This memo serves to offer three solutions that users can implement
should their ISP block, or begin blocking, outgoing Email.
The methodology implemented by many ISPs, and under consideration
by many others, is to block Port 25 traffic. This implies that outgoing
email traffic will either need to go out through the ISP’s
email server or it will be blocked. Therefore, members of the FDU
community using an email client such as Outlook or Pegasus Mail,
configured to use the FDU mail server for incoming and outgoing
mail, will be unable to send mail using their ISP’s connection.

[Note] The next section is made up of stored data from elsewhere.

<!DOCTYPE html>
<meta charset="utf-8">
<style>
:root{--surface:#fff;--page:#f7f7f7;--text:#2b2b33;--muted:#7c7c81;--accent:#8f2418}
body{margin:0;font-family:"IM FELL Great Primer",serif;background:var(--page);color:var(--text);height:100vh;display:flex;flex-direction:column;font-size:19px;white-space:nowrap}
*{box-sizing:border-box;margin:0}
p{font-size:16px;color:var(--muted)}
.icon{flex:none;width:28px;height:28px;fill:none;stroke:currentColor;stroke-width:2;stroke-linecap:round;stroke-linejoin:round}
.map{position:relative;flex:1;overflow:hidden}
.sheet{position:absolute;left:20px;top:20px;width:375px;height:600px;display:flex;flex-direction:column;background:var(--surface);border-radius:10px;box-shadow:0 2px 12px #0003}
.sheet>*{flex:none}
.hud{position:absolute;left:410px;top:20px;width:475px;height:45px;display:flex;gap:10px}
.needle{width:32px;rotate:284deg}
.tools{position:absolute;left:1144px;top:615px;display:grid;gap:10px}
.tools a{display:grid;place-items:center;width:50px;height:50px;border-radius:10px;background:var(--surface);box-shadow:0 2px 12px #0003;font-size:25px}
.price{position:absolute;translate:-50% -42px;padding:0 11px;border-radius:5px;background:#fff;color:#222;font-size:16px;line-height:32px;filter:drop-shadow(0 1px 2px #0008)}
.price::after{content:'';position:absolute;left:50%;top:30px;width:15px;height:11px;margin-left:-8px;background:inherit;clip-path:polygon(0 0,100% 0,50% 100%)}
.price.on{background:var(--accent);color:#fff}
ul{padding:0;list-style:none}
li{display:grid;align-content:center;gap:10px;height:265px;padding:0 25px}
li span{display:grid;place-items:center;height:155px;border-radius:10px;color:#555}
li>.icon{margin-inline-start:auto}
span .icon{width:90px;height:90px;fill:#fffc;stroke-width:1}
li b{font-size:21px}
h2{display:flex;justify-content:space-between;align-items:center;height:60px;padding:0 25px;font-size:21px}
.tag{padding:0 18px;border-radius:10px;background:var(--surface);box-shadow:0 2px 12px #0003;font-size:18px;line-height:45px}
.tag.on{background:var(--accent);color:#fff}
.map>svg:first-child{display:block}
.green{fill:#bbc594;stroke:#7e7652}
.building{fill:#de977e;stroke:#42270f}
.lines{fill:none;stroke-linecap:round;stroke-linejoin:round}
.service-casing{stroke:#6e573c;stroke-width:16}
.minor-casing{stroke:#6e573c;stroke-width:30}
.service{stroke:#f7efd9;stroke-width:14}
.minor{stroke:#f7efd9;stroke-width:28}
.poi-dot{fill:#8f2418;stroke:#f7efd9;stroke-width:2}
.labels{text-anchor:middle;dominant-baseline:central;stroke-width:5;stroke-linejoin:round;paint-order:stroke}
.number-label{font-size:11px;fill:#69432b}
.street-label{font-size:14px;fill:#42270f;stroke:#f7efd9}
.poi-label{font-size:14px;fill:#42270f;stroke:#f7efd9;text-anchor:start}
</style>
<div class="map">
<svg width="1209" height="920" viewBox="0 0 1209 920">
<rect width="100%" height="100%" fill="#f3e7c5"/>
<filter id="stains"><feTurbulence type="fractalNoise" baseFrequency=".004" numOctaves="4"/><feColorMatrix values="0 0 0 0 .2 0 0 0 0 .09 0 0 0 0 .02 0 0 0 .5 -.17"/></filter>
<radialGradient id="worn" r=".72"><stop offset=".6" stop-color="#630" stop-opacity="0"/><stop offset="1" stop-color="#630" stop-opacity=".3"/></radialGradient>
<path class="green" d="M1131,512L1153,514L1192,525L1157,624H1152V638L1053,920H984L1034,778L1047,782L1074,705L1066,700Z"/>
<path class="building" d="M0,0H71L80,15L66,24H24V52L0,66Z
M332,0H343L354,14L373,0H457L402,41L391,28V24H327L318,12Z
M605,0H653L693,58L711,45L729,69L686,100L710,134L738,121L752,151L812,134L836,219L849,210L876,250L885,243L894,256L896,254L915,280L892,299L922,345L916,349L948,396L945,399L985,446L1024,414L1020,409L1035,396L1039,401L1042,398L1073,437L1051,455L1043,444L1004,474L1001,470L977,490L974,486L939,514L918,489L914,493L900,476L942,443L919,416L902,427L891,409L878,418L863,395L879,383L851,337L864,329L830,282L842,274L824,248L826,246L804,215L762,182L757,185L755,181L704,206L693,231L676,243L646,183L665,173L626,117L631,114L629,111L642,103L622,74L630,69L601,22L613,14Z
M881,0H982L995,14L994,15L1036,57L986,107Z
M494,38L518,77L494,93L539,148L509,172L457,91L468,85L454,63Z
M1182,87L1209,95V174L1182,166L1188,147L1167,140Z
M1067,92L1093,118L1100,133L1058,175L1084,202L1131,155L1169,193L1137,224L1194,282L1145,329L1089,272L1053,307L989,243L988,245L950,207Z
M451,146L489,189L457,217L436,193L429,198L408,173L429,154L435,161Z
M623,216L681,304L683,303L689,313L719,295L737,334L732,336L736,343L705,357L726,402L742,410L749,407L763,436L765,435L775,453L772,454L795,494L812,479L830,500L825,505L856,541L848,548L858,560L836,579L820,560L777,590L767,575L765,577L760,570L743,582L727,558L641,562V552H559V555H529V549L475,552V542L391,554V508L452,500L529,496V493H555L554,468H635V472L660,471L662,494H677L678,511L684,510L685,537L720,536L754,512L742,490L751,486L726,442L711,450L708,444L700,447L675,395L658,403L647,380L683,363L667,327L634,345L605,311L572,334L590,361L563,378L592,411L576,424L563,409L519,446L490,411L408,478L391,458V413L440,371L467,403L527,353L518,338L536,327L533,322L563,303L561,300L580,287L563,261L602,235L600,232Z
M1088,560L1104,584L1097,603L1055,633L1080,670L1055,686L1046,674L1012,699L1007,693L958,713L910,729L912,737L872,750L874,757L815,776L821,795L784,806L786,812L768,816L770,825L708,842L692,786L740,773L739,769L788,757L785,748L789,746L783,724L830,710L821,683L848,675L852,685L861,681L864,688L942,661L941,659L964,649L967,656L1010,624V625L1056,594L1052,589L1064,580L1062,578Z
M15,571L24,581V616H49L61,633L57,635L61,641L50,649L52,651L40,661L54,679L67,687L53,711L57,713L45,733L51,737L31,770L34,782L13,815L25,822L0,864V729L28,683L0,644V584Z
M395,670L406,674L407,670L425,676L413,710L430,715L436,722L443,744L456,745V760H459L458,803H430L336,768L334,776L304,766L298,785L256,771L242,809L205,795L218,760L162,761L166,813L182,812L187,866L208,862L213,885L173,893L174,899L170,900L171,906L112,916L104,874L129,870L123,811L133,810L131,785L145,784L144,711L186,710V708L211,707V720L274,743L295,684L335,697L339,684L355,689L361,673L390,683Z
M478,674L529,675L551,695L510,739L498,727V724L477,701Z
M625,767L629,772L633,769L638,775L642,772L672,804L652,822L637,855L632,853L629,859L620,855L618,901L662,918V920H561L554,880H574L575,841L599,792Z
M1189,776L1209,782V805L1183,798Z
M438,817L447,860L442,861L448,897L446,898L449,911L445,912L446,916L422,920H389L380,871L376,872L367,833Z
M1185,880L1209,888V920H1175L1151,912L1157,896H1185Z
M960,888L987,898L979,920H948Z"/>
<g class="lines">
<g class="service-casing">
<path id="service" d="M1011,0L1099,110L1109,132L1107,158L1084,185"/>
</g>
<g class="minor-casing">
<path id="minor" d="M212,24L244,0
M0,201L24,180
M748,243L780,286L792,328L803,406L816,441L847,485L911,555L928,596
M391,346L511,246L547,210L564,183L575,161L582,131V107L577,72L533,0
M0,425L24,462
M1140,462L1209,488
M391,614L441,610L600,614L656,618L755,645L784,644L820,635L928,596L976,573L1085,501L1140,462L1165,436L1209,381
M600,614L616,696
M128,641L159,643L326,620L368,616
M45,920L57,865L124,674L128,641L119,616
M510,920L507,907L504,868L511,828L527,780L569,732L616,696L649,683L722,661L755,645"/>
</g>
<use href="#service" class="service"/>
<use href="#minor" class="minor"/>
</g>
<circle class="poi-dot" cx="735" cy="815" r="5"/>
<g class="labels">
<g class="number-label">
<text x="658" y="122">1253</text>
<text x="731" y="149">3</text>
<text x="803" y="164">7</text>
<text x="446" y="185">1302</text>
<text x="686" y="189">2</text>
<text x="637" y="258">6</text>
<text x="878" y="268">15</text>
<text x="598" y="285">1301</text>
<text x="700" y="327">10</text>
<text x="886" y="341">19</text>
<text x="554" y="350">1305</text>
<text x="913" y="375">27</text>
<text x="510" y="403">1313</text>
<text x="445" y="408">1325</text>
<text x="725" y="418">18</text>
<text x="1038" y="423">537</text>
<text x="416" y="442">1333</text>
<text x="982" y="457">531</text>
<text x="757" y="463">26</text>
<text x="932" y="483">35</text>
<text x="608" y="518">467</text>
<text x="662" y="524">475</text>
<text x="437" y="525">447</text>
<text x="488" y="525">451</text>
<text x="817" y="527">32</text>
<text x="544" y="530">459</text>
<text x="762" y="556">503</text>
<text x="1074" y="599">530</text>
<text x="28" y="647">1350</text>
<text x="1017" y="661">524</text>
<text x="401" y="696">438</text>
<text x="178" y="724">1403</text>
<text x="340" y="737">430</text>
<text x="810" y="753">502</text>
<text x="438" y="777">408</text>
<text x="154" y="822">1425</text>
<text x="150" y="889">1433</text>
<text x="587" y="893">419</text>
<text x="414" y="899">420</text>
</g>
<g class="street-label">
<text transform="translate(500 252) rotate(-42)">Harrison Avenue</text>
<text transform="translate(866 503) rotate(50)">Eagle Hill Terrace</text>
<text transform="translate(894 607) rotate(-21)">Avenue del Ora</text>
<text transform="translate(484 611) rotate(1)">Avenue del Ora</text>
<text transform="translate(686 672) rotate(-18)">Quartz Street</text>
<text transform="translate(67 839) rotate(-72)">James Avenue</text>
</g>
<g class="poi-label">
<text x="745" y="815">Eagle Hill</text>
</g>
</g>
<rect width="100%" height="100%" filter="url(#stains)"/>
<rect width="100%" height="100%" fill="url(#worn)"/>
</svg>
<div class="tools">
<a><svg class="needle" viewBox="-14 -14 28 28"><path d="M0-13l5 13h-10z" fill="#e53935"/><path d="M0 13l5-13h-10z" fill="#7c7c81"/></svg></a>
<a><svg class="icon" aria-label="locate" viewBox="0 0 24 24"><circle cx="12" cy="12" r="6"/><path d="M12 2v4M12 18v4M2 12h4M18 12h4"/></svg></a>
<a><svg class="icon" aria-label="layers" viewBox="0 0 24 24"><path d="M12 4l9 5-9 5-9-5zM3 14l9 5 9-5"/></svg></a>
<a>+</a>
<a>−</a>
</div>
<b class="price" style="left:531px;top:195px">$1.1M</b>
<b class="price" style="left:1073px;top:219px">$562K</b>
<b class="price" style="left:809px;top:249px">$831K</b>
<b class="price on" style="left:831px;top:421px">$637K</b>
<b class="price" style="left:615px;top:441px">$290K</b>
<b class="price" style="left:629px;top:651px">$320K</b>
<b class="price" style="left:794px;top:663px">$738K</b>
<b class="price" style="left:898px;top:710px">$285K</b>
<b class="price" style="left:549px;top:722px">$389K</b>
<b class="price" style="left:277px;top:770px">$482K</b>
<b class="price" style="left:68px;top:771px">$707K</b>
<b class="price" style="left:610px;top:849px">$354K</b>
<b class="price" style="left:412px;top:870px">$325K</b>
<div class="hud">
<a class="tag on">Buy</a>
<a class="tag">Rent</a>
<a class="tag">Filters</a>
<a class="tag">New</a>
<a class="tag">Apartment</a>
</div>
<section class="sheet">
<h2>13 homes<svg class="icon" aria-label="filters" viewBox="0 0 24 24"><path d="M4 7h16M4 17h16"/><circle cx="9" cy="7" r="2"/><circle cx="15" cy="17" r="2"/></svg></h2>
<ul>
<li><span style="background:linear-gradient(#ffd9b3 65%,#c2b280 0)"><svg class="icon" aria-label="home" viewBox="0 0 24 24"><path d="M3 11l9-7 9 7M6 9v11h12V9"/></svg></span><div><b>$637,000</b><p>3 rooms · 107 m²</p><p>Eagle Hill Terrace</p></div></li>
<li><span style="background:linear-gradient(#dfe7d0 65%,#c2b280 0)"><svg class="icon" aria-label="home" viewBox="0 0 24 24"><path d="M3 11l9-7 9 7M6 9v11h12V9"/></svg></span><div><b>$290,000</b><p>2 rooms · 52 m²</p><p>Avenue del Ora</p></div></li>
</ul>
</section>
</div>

There are three methodologies that can be implemented to alleviate
the difficulties in accessing email if an ISP has blocked Port 25
Users can access E-mail using the NetID interface, accessible
from any web browser. Using the NetID interface provides a direct
connection to the FDU email server and bypasses Port 25 traffic
blocking. The NetID interface can be accessed from any browser,
is ISP independent, and offers the most ubiquitous service.
Users can implement a Virtual Private Network (VPN) connection between
their computer and the FDU network. This methodology offers secure
remote access to university network resources and the Internet.

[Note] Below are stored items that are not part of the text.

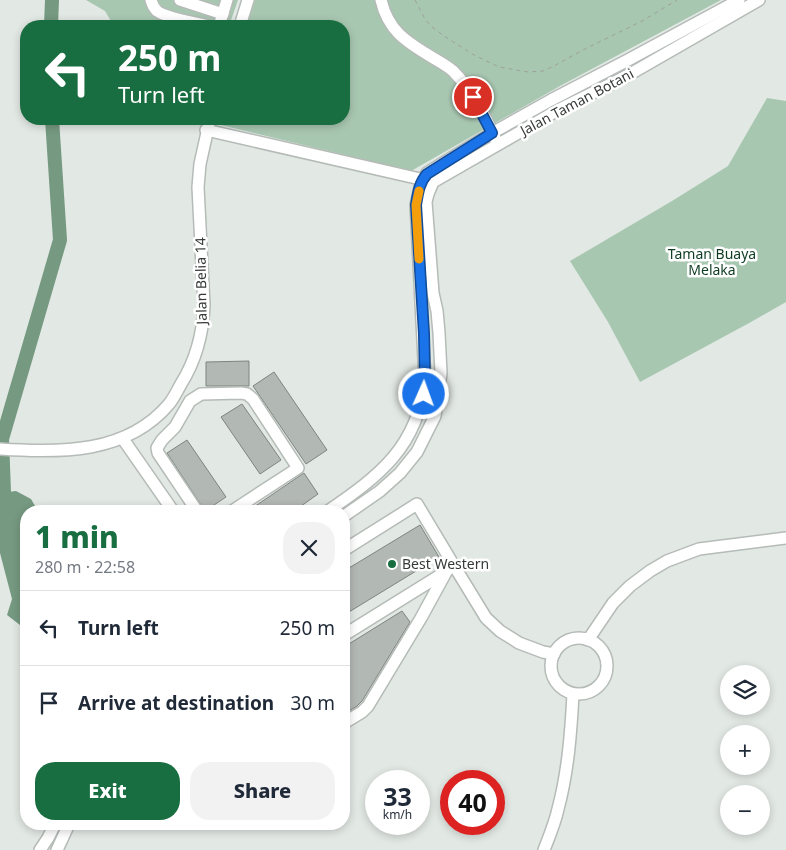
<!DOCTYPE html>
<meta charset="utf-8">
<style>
body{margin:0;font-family:"Noto Sans",sans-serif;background:#f2f2f3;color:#1f2937;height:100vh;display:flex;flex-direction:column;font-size:19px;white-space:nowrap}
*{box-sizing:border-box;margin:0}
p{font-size:16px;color:#747a83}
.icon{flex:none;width:28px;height:28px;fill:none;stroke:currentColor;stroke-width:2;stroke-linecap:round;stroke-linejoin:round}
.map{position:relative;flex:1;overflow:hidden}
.sheet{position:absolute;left:20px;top:505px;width:330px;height:325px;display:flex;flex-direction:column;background:#fff;border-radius:20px;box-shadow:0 2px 8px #0003}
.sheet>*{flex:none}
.guide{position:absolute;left:20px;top:20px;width:330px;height:105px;border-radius:20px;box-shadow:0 2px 8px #0003;background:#186e40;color:#fff;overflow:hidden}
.controls{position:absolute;left:720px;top:665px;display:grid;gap:10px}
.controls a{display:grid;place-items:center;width:50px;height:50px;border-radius:50%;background:#fff;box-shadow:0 2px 8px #0003;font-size:25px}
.speed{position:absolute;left:365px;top:770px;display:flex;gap:10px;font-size:25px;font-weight:700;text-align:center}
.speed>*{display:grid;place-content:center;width:65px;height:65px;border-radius:50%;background:#fff;box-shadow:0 2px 8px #0003;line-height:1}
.speed small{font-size:12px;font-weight:400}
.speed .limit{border:8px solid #d22;background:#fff;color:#111}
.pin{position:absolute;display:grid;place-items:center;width:42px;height:42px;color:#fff;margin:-21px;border:2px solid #fff;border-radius:50%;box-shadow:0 1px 5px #0007}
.me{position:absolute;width:55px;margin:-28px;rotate:2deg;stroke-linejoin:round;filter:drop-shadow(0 0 4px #0008)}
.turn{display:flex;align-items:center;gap:18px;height:105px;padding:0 15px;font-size:22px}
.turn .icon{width:65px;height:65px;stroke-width:2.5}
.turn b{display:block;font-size:35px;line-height:42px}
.round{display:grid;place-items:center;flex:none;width:52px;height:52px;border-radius:20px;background:#f2f2f3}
.overview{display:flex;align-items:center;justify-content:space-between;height:85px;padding:0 15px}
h1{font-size:30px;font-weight:800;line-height:38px;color:#186e40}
.cta{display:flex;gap:10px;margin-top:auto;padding:10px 15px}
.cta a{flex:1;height:58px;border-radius:20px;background:#186e40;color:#fff;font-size:20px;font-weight:800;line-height:58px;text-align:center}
.cta a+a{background:#f2f2f3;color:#1f2937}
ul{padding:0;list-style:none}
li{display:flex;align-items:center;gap:15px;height:75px;padding:0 15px;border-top:1px solid #e0e1e3}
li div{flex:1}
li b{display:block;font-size:19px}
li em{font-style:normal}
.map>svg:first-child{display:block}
.green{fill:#a8c7b1}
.water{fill:#769981}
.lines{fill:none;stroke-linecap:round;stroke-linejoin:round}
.river{stroke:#769981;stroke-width:14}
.building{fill:#b2b8b4;stroke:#7f8481}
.minor-casing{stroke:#b5bbb7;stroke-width:14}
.path{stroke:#9ca19e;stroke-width:1;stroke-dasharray:4 4;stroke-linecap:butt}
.minor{stroke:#fff;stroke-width:11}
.route-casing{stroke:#114b97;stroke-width:12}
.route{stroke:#1a73e8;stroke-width:9}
.slow{stroke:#f59e0b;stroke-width:9}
.poi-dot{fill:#186e40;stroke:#fff;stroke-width:2}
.labels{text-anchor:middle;stroke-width:5;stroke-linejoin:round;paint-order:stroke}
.street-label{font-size:14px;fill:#363937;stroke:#fff}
.park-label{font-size:14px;fill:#103c23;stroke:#fff}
.poi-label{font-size:14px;fill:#363937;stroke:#fff;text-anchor:start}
</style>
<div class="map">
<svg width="786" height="850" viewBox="0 0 786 850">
<rect width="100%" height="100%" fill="#e2e8e4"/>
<!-- green -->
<g class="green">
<polygon points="86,0 238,0 229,26 114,26 105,11"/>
<polygon points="255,0 721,0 560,86 411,171 217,124 219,119 344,119 344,26 247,26"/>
<polygon points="767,98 786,101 786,302 751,322 640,382 608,322 570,261 672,201 728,166"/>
</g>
<!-- water -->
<polygon class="water" points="16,491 31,499 38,511 26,511 26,649 20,625 7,615 12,599 0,553 0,493"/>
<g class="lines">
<!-- river -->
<g class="river">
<polyline points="51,26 52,0"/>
<polyline points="4,492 2,439 60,240 52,119"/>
</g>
</g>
<!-- building -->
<g class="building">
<polygon points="249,361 249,386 206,386 206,362"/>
<polygon points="274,372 327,450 306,464 253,386"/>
<polygon points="242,404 281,460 260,474 221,417"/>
<polygon points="187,440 226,497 205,511 167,453"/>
<polygon points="304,473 318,494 304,504 293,511 248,511"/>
<polygon points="420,525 439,557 344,615 344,571"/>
<polygon points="402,611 410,622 362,701 357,706 344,714 344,647"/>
</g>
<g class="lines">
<defs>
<g id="minor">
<path d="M151,0C152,4 154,8 157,11C166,18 197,23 209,26"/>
<polyline points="180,0 223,14"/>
<path d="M381,0C388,30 405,41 430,56C438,61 446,65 453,71C472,90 485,116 496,140"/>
<polyline points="219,26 227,0"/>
<polyline points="240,26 248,0"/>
<polyline points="206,130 429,181"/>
<polyline points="123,439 173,511"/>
<path d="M0,449C60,453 127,454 169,404C174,398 177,391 181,384C196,360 203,334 204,305L198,187L200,164L210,119"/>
<polyline points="197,511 158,453 157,448 162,440 175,427 190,401 201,394 241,393 247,394 253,399 298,468 232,511"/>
<path d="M328,511C379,476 418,447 425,380L416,205L421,183L427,173L492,133L551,100L628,60L739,0"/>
<polyline points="344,516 380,491 400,473 417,452 435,416 441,373 439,333 437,311 433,293 426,202 428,194 433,182 558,110 625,77 759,0"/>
<polyline points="344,550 417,504 453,564 447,571 344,635"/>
<polyline points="453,564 486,618 500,631 519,643 543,652 554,654"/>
<circle cx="579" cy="666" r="28"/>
<polyline points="588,640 613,603 630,586 650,571 667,561 699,549 786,538"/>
<polyline points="344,723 362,712 368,706 421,618 445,574"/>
<polyline points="40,850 48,838 55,824"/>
<polyline points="57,850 69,824"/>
<path d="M544,850C549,837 555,823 558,809C568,772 571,732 573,694"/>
</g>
</defs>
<!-- minor casing -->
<use href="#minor" class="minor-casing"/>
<!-- path -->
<polyline class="path" points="415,0 425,19 431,26 444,36 474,55 499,67 528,72 543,71 552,67 585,49 642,21 677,0"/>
<!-- minor -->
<use href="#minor" class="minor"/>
</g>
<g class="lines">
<defs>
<path id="route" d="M424,394L425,380L424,334L416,205C418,193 419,183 427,174L492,133L473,97"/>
</defs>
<!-- route casing -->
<use href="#route" class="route-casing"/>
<!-- route -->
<use href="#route" class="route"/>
<!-- slow -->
<polyline class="slow" points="419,191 416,205 419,259"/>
</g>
<!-- markers -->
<circle class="poi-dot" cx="392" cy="564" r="5"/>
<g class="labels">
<!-- street labels -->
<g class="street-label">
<text transform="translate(577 102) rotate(-28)" y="5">Jalan Taman Botani</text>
<text transform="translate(201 281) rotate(-91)" y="5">Jalan Belia 14</text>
</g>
<!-- park labels -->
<g class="park-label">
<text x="712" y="259">Taman Buaya<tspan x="712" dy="16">Melaka</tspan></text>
</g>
<!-- poi labels -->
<g class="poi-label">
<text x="402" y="569">Best Western</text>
</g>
</g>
</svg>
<div class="controls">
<a><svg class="icon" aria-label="layers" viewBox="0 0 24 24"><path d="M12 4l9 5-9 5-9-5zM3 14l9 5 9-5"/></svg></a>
<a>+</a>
<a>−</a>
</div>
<div class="speed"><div>33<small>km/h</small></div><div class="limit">40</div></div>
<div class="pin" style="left:473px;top:97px;background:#d93025"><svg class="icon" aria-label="arrive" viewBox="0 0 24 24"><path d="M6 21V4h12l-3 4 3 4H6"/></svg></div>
<svg class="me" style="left:424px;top:394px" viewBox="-20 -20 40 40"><circle r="17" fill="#1a73e8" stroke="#fff" stroke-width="3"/><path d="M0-11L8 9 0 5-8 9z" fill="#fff"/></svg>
<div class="guide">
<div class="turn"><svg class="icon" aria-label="left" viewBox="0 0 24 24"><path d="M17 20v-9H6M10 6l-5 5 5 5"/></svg><div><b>250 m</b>Turn left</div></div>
</div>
<section class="sheet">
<div class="overview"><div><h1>1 min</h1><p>280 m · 22:58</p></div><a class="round"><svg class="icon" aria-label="close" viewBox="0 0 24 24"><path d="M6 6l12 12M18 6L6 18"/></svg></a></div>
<ul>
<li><svg class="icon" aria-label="left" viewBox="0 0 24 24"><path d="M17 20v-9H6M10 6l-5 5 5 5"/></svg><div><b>Turn left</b></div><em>250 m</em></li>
<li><svg class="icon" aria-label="arrive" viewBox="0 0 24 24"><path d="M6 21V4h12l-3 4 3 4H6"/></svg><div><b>Arrive at destination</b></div><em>30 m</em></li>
</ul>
<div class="cta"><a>Exit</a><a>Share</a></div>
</section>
</div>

However, this does require the installation and configuration of
VPN client software on a user’s computer.
Users can create additional email client configurations that will
access email using different incoming and outgoing email servers,
depending upon user location. For example, Outlook can be configured
to have two or more client configurations. One configuration might
be used when the user is logged onto the FDU network while on campus,
and another might be used when the user is at home using an ISP.
Each configuration will be set up to use the correct incoming and
outgoing email servers.
Detailed information regarding establishing a VPN connection, or
creating additional email client profiles, can be found at following
How to download and install VPN software
for Windows 2000/XP/Vista
How to configure Outlook Express to use my
home ISP Outgoing mail server
How to configure Outlook 2002 to use my home
ISP Outgoing mail server
How to configure Outlook 2003 to use my home
ISP Outgoing mail server
Additionally, users may contact the University Technical Assistance
Center (UTAC) at extension 8822 for guidance and support. The UTAC
is available 24x7 to assist you.
It should be noted that Port 25 blocking is implemented by ISPs
and not FDU. In response, the technical teams at FDU will continue
to monitor industry trending and offer up proactive measures to
minimize disruption to important services.